Fei-Fei Li, the Stanford laptop scientist and startup founder generally often known as “the Godmother of AI,” has outlined “three basic rules for the way forward for AI policymaking” forward of subsequent week’s AI Action Summit in Paris.
First, Li mentioned coverage should be based mostly on “science, not science fiction.” In different phrases, policymakers ought to deal with the present actuality of AI, not on grandiose futuristic eventualities, “whether or not utopia or apocalypse.”

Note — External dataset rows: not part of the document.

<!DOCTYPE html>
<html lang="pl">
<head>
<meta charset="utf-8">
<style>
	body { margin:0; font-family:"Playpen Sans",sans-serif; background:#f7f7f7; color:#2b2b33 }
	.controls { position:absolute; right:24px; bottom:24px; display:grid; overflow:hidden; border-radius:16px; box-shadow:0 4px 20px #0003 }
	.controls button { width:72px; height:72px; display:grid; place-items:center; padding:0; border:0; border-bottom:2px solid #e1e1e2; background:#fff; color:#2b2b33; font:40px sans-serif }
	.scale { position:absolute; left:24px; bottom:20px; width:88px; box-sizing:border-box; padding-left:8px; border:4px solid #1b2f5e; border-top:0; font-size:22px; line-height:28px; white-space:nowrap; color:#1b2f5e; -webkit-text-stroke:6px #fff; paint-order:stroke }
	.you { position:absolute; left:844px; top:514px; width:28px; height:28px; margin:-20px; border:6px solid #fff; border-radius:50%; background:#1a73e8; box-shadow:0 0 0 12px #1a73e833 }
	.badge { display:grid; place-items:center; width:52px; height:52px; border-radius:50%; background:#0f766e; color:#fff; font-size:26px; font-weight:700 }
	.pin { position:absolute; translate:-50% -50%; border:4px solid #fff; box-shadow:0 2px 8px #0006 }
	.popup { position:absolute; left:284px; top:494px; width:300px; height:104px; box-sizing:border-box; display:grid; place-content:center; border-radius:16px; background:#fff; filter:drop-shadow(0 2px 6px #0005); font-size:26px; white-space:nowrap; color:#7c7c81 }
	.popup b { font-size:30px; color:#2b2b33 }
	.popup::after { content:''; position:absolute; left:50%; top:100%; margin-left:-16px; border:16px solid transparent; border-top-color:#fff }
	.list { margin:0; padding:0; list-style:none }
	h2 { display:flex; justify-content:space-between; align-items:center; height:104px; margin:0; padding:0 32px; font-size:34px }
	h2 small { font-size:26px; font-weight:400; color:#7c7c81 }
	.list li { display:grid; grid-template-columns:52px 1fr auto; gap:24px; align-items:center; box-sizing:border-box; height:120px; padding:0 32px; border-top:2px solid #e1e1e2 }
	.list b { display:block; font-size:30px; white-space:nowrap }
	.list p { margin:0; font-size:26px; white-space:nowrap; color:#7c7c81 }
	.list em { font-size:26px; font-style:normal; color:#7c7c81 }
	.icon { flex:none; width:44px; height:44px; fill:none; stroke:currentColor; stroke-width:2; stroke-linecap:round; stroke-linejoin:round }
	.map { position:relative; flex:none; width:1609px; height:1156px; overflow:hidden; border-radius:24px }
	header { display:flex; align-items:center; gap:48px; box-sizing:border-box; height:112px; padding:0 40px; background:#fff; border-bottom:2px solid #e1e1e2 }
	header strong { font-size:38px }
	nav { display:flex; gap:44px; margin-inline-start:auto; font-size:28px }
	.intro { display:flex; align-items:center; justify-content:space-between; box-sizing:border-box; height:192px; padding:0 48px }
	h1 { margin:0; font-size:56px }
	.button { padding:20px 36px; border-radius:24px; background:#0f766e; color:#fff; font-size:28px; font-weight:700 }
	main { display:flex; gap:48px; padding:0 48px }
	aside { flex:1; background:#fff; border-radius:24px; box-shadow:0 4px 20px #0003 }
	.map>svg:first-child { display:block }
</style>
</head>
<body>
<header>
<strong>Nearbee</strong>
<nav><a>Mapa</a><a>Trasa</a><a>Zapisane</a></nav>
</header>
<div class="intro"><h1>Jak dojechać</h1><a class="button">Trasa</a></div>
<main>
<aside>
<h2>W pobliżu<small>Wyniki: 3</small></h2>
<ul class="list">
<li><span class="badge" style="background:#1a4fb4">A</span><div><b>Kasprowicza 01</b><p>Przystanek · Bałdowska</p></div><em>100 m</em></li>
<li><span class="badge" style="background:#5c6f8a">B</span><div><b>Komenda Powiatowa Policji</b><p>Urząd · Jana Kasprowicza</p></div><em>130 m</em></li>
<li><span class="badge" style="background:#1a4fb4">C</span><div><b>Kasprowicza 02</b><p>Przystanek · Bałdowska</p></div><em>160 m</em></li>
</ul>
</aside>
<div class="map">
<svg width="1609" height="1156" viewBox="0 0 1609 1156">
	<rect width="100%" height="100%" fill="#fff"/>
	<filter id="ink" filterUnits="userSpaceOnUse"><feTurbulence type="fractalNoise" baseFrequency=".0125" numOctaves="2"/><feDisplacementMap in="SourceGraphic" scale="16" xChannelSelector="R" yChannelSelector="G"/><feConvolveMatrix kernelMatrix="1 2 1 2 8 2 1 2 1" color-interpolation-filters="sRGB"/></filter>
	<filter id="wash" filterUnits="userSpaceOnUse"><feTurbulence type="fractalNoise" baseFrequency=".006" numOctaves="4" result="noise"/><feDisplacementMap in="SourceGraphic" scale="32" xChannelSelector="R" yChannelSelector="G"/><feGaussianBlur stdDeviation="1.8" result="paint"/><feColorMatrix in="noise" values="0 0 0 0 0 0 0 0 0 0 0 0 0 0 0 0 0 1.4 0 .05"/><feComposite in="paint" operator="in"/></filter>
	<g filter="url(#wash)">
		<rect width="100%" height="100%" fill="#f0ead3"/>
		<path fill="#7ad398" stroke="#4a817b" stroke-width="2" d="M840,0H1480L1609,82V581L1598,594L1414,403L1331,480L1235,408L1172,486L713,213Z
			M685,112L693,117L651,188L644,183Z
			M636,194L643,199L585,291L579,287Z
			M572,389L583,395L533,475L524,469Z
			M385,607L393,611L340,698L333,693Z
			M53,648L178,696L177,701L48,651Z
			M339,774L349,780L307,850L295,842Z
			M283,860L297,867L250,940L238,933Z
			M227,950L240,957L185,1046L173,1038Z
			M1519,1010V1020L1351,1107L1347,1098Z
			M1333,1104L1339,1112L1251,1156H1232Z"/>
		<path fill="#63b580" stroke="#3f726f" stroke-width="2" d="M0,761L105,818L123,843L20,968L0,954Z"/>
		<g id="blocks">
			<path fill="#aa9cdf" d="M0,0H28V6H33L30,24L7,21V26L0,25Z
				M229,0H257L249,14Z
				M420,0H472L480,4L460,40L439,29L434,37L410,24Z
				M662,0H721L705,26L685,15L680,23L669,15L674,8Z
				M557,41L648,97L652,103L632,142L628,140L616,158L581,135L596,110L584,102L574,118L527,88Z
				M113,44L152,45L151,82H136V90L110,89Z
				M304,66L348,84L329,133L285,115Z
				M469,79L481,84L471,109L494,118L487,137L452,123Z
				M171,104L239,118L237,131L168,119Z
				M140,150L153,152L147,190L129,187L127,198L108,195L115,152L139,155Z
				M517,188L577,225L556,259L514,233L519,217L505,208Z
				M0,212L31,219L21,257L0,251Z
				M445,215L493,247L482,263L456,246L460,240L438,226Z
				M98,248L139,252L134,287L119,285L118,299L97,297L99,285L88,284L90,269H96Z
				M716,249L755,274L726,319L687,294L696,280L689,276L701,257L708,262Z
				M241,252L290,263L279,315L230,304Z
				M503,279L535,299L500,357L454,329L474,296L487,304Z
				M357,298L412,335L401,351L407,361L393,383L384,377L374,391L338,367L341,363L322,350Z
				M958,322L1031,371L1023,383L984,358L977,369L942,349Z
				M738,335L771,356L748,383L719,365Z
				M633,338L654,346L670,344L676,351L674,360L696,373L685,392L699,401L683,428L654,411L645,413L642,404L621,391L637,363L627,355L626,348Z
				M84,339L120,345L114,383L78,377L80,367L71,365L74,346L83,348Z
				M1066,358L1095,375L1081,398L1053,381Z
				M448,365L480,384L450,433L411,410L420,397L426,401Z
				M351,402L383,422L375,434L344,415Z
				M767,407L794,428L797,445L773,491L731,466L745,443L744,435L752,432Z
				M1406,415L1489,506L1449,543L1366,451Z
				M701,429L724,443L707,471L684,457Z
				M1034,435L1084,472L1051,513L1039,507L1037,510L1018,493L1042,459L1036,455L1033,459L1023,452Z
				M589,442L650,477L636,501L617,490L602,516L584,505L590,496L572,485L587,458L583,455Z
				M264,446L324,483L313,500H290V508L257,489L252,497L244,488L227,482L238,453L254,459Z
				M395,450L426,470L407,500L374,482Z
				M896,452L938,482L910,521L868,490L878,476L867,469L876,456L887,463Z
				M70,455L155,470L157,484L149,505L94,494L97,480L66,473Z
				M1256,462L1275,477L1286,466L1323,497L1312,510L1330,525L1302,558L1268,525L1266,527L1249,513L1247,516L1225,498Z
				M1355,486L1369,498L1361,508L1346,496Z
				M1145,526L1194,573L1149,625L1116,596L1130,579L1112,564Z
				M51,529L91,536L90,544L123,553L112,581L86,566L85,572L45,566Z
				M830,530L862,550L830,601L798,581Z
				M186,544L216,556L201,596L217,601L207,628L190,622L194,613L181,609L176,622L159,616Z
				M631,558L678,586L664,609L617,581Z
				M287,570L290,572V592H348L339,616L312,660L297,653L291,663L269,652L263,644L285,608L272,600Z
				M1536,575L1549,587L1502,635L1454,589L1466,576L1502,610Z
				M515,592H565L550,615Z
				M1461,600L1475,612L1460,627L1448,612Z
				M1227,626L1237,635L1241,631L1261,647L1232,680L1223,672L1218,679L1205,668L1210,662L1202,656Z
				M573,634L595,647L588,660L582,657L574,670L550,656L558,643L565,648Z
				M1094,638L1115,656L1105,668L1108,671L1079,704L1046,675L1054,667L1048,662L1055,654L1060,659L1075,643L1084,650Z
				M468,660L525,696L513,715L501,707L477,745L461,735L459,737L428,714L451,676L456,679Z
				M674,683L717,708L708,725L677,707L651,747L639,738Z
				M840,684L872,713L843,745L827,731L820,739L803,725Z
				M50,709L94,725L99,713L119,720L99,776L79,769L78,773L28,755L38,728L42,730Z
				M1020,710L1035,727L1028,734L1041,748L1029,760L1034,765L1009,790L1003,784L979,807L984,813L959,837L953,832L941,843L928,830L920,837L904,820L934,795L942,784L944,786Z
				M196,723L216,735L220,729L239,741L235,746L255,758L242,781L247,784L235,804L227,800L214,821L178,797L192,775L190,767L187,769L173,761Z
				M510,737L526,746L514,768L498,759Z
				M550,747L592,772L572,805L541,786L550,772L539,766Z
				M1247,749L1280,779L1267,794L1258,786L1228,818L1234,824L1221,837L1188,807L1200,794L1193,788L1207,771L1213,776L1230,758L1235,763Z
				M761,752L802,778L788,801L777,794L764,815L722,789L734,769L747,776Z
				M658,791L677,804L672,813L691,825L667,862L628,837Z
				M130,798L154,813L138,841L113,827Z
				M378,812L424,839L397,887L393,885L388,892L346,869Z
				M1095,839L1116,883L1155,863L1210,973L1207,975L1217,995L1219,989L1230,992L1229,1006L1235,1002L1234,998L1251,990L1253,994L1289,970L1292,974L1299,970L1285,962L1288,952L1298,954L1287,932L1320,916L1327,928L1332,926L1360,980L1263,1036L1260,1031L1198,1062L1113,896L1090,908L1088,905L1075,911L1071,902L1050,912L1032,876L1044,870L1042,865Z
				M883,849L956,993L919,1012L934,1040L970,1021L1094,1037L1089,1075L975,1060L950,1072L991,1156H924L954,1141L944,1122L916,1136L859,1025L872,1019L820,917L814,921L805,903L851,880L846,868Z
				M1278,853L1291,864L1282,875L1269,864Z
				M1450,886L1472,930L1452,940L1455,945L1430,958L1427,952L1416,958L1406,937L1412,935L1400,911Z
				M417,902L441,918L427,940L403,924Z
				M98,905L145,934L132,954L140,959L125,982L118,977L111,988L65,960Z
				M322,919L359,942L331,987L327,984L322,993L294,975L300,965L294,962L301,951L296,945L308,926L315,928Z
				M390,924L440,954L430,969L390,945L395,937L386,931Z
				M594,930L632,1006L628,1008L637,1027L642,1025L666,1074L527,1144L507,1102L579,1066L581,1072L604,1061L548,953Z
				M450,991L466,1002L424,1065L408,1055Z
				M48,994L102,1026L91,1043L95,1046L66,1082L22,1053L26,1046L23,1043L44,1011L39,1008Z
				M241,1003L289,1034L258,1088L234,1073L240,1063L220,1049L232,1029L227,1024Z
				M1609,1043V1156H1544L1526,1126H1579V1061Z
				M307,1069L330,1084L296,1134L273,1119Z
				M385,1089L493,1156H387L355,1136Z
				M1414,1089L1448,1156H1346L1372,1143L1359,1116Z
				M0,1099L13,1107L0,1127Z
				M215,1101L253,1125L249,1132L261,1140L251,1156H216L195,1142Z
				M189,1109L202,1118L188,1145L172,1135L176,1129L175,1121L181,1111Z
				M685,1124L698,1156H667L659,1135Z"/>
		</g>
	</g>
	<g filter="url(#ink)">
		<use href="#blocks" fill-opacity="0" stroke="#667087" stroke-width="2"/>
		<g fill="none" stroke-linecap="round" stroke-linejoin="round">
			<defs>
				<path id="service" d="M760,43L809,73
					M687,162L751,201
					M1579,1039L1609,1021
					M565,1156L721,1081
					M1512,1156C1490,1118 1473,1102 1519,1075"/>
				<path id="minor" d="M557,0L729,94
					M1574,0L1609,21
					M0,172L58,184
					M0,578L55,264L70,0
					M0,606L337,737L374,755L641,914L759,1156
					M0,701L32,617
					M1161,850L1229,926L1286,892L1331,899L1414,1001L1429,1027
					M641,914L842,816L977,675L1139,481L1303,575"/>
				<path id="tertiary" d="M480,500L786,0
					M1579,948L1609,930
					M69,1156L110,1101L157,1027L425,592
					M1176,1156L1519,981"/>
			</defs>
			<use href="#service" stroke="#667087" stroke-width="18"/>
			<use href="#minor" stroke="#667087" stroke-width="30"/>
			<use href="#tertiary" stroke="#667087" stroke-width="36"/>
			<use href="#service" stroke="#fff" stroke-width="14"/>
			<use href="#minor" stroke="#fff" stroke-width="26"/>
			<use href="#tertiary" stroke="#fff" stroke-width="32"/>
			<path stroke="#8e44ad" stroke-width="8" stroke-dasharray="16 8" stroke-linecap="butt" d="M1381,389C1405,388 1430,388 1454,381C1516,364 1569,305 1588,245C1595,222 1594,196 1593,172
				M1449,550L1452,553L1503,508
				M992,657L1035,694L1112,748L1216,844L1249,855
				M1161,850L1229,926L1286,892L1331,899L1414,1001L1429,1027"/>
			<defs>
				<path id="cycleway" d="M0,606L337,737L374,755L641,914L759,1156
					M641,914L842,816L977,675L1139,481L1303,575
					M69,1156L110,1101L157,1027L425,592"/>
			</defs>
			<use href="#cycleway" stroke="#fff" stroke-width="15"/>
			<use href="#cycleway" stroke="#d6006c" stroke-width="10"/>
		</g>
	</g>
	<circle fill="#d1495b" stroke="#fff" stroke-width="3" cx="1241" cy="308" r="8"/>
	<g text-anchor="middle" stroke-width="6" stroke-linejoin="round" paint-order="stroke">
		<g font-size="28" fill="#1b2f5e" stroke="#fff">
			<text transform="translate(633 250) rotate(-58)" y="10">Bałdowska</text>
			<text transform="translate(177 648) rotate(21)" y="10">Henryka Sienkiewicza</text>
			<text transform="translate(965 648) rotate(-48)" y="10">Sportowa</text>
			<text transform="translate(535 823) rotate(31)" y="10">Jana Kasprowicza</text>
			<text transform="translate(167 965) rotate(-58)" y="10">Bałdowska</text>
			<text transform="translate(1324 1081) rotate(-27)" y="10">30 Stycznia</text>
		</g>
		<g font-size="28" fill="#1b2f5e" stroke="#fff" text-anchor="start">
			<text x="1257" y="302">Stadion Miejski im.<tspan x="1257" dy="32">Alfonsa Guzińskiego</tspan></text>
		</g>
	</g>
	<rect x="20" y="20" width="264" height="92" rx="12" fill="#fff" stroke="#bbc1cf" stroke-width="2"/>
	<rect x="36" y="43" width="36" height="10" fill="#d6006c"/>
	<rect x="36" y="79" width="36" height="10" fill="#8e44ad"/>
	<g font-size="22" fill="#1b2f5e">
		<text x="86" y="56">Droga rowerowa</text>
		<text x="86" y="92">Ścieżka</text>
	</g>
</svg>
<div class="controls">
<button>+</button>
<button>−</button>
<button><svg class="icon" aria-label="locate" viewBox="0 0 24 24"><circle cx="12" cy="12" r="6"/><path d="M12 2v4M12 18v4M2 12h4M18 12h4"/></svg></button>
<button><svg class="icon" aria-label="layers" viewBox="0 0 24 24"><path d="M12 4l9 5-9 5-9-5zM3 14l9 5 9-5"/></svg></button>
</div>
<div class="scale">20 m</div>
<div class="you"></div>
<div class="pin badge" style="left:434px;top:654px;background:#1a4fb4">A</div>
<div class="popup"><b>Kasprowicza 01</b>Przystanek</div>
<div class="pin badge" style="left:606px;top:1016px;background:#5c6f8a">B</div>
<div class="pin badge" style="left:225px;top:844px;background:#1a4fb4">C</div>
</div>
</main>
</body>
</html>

In explicit, Li mentioned that it’s crucial for policymakers to know that chatbots and co-pilot packages “aren’t types of intelligence with intentions, free will or consciousness,” to allow them to keep away from “the distraction of far-fetched eventualities” and focus as an alternative on “important challenges.”
Second, she argued that coverage ought to “be pragmatic, reasonably than ideological,” by which she means it must be written to “minimise unintended penalties whereas incentivising innovation.”
Lastly, Li mentioned these coverage should empower “all the AI ecosystem — together with open-source communities and academia.”
“Open entry to AI fashions and computational instruments is essential for progress,” she mentioned. “Limiting it’s going to create boundaries and sluggish innovation, notably for tutorial establishments and researchers who’ve fewer sources than their private-sector counterparts.”